Modulation of Aβ1-40 and Aβ4-40 co-assembly by Zinc: getting closer to the biological reality

Abstract

Alzheimer’s disease (AD), one of the most common neurodegenerative diseases worldwide, is characterised by the self-assembly of amyloid-β peptides (Aβ) in senile plaques, which are also rich in metal ions such as Cu and Zn. Here, we investigated the influence of Zn(II) ions on the self- and co-assembly of Aβ1-40 and the N-terminally truncated Aβ4-40 peptides, the two most prevalent Aβ peptides in the brain.

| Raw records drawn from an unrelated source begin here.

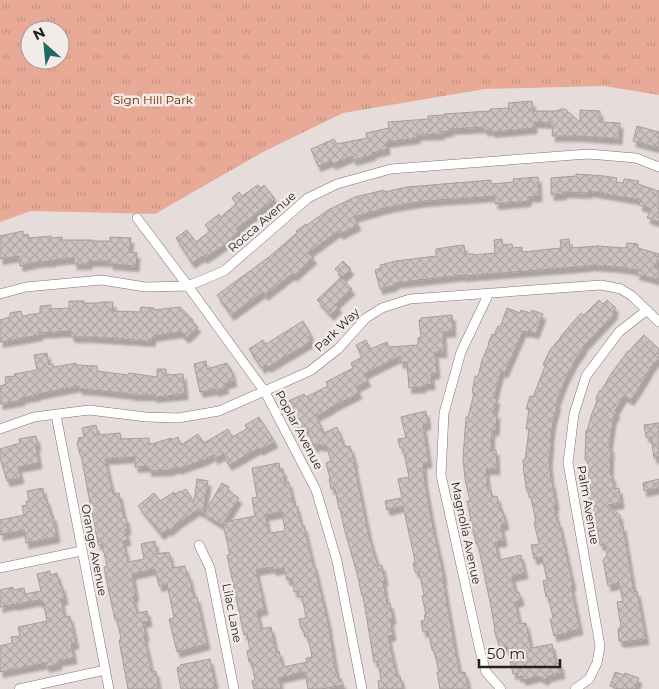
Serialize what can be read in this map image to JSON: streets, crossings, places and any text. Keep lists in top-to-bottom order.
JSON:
{
  "streets": {
    "street": [
      "Rocca Avenue",
      "Park Way",
      "Poplar Avenue",
      "Palm Avenue",
      "Magnolia Avenue",
      "Orange Avenue",
      "Lilac Lane"
    ]
  },
  "crossings": [
    ["Rocca Avenue", "Poplar Avenue"],
    ["Park Way", "Poplar Avenue"],
    ["Park Way", "Palm Avenue"],
    ["Park Way", "Magnolia Avenue"],
    ["Park Way", "Orange Avenue"]
  ],
  "parks": ["Sign Hill Park"],
  "scale_bar": "50 m",
  "north": "top left"
}
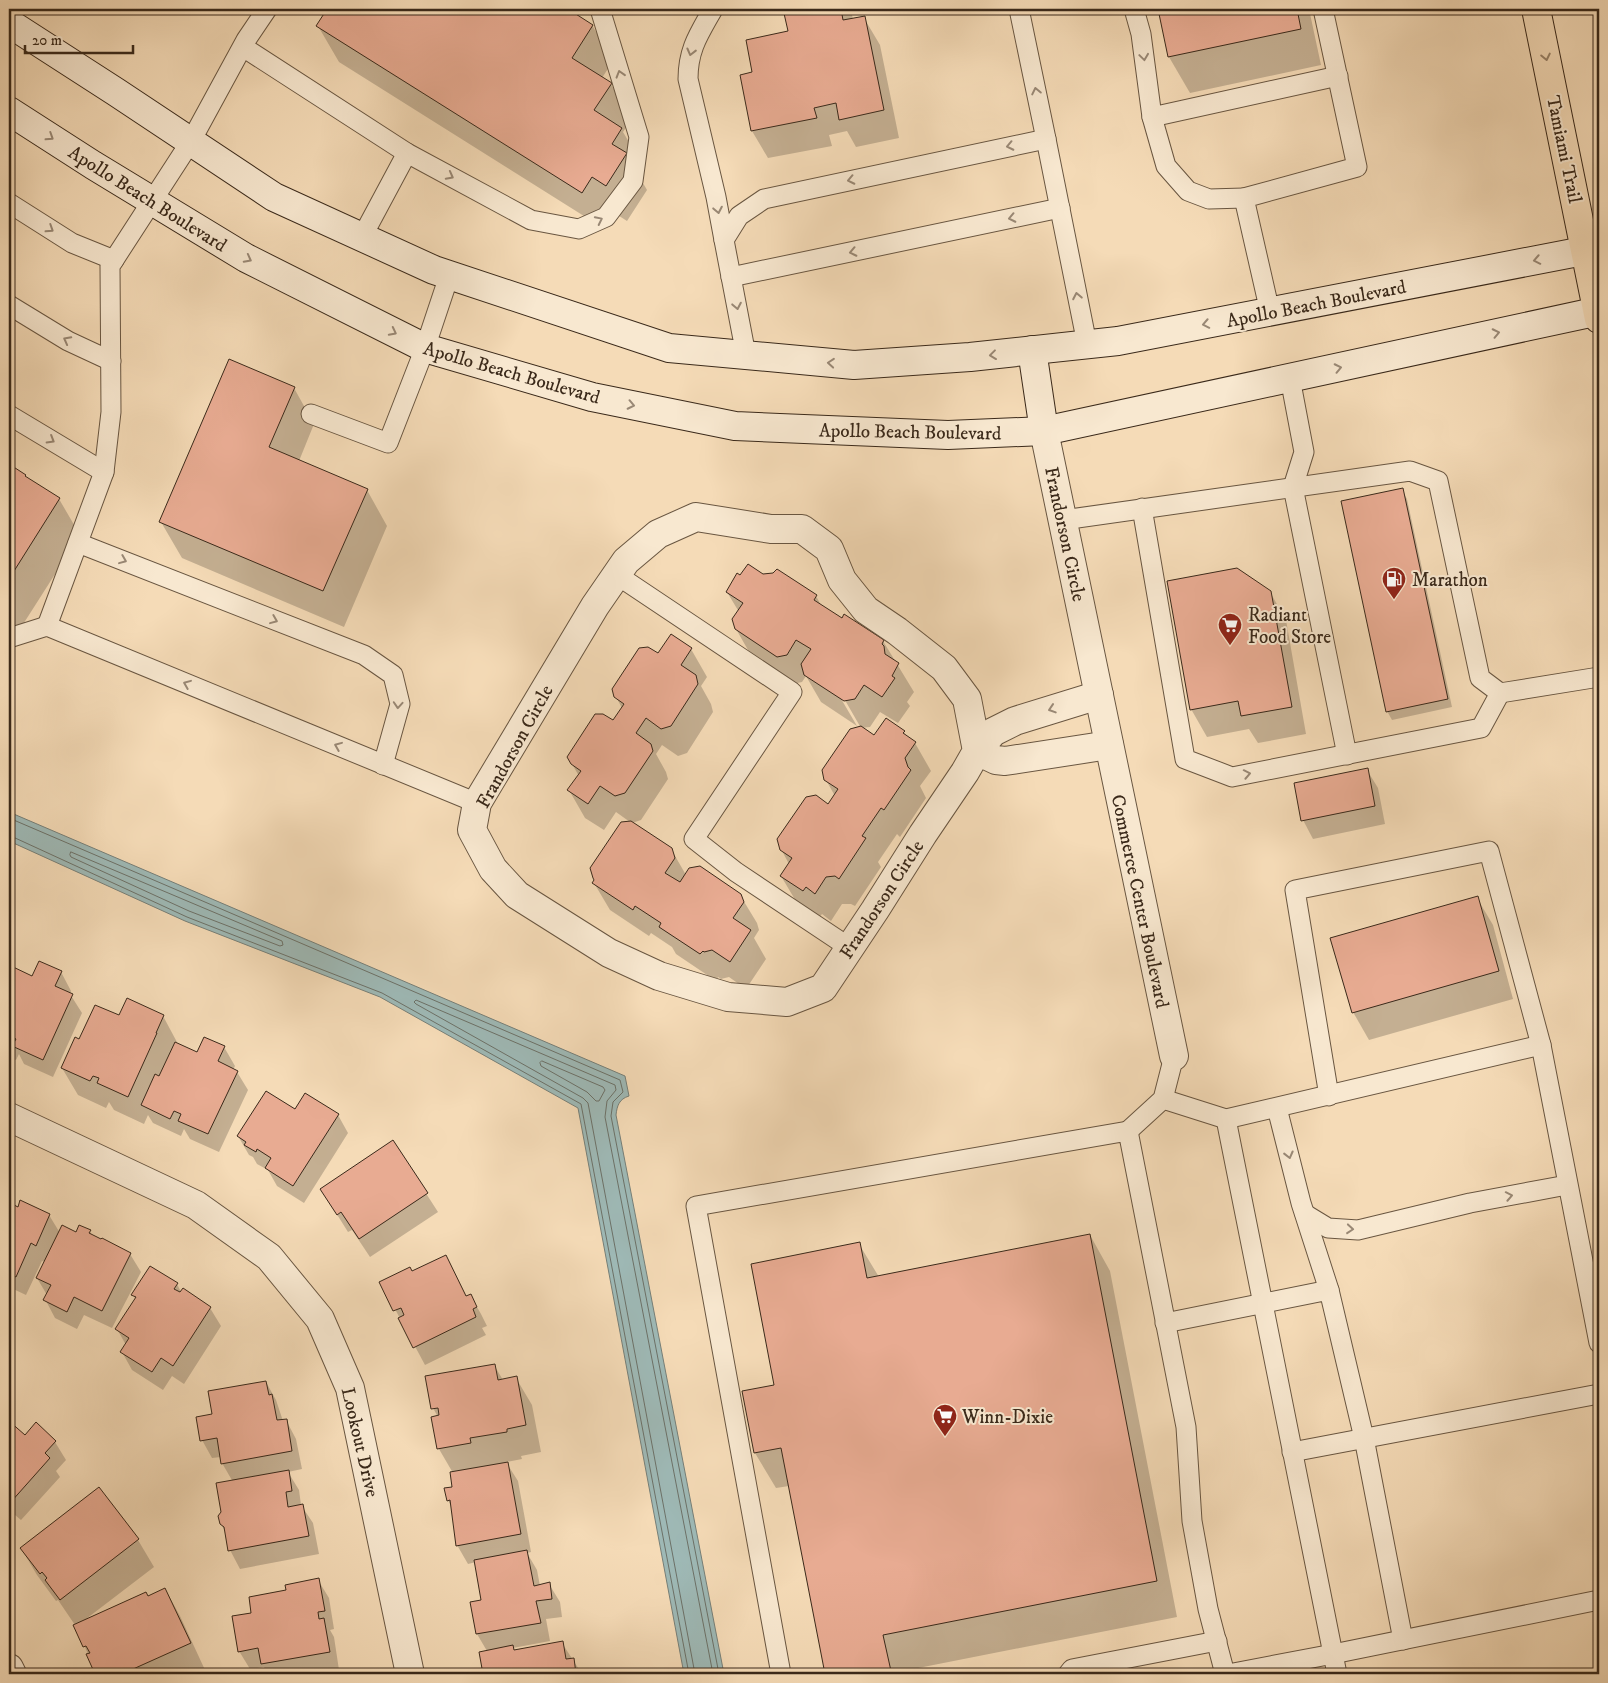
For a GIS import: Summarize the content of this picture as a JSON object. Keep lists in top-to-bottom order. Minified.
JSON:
{"streets":{"main road":["Tamiami Trail","Apollo Beach Boulevard","Frandorson Circle","Commerce Center Boulevard","Lookout Drive"]},"crossings":[["Tamiami Trail","Apollo Beach Boulevard"],["Apollo Beach Boulevard","Frandorson Circle"],["Frandorson Circle","Commerce Center Boulevard"]],"one_way":["Tamiami Trail"],"places":{"fuel station":["Marathon"],"supermarket":["Radiant Food Store","Winn-Dixie"]},"scale_bar":"20 m"}
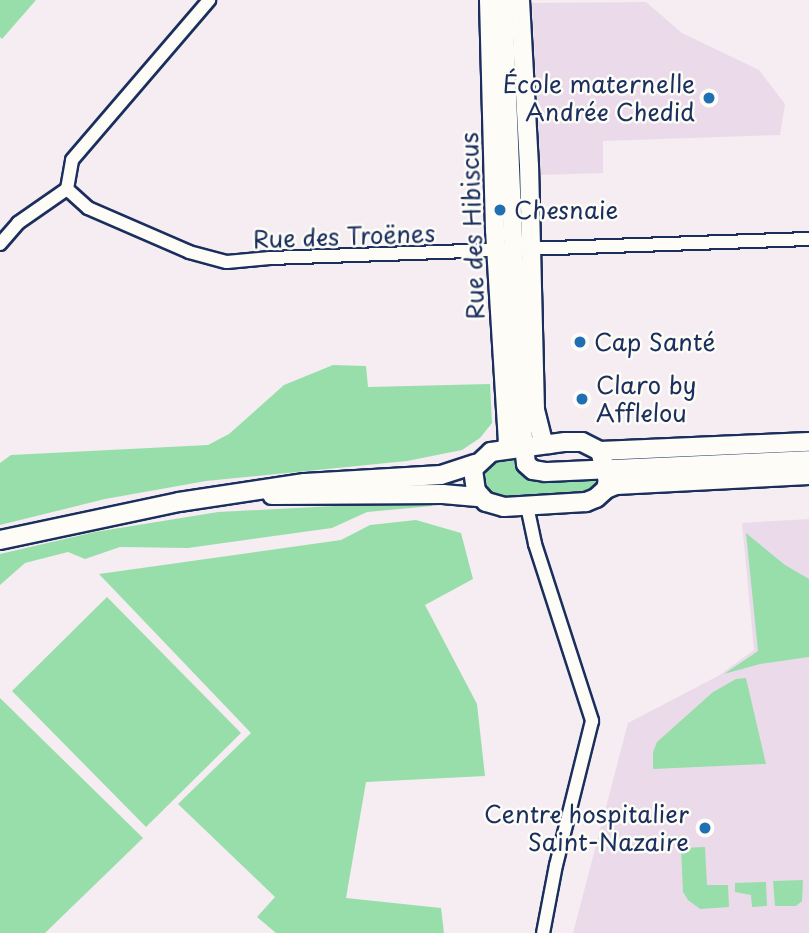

The Zn(II) coordination site in the soluble model peptide Aβ4-16 was investigated for the first time through pH-dependent X-ray absorption spectroscopy and nuclear magnetic resonance measurements, suggesting the formation of two species around neutral pH, depending on the (de)protonation of the N-terminal amine. The Zn(II) affinity was assessed via robust competition experiments, showing that Aβ4-16 has a four-fold lower affinity than Aβ1-16. The self-assembly of Aβ1-40 and Aβ4‑40, and their co-assembly were monitored in presence of various Zn(II) levels, which reveals an important concentration-dependent modulatory effect of Zn(II) ions. In particular, the interplay between Zn(II), Aβ1-40 and Aβ4-40, compared to either binary Zn-Aβx-40 systems, promotes the formation of ill-defined assemblies regarded as more toxic than fibrils. This study provides new more-biologically relevant insights on the complex interaction between Zn(II) ions and the two major forms of Aβ peptides detected in the senile plaques, underscoring their significance in the pathophysiology of AD.